The expected answer is the data below, retyped exactly.

### Dataset section

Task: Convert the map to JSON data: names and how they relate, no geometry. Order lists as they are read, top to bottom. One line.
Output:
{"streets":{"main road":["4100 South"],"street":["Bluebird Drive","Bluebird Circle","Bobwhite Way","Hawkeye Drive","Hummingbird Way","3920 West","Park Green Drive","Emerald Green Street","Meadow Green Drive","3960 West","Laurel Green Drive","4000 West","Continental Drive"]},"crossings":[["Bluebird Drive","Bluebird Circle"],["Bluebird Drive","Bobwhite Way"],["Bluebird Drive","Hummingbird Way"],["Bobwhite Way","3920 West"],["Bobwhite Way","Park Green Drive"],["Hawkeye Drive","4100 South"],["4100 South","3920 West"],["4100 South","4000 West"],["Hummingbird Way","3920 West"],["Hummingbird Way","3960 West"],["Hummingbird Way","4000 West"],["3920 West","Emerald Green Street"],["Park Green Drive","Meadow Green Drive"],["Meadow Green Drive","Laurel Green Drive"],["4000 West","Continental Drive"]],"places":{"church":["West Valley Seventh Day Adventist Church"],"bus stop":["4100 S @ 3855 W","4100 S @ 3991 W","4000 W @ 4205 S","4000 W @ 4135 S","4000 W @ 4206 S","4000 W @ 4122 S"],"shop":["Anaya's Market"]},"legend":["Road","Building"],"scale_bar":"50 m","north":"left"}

######

◆ **Response**:
Task: Convert the map to JSON data: names and how they relate, no geometry. Order lists as they are read, top to bottom. One line.
Output:
{"streets":{"main road":["4100 South"],"street":["Bluebird Drive","Bluebird Circle","Bobwhite Way","Hawkeye Drive","Hummingbird Way","3920 West","Park Green Drive","Emerald Green Street","Meadow Green Drive","3960 West","Laurel Green Drive","4000 West","Continental Drive"]},"crossings":[["Bluebird Drive","Bluebird Circle"],["Bluebird Drive","Bobwhite Way"],["Bluebird Drive","Hummingbird Way"],["Bobwhite Way","3920 West"],["Bobwhite Way","Park Green Drive"],["Hawkeye Drive","4100 South"],["4100 South","3920 West"],["4100 South","4000 West"],["Hummingbird Way","3920 West"],["Hummingbird Way","3960 West"],["Hummingbird Way","4000 West"],["3920 West","Emerald Green Street"],["Park Green Drive","Meadow Green Drive"],["Meadow Green Drive","Laurel Green Drive"],["4000 West","Continental Drive"]],"places":{"church":["West Valley Seventh Day Adventist Church"],"bus stop":["4100 S @ 3855 W","4100 S @ 3991 W","4000 W @ 4205 S","4000 W @ 4135 S","4000 W @ 4206 S","4000 W @ 4122 S"],"shop":["Anaya's Market"]},"legend":["Road","Building"],"scale_bar":"50 m","north":"left"}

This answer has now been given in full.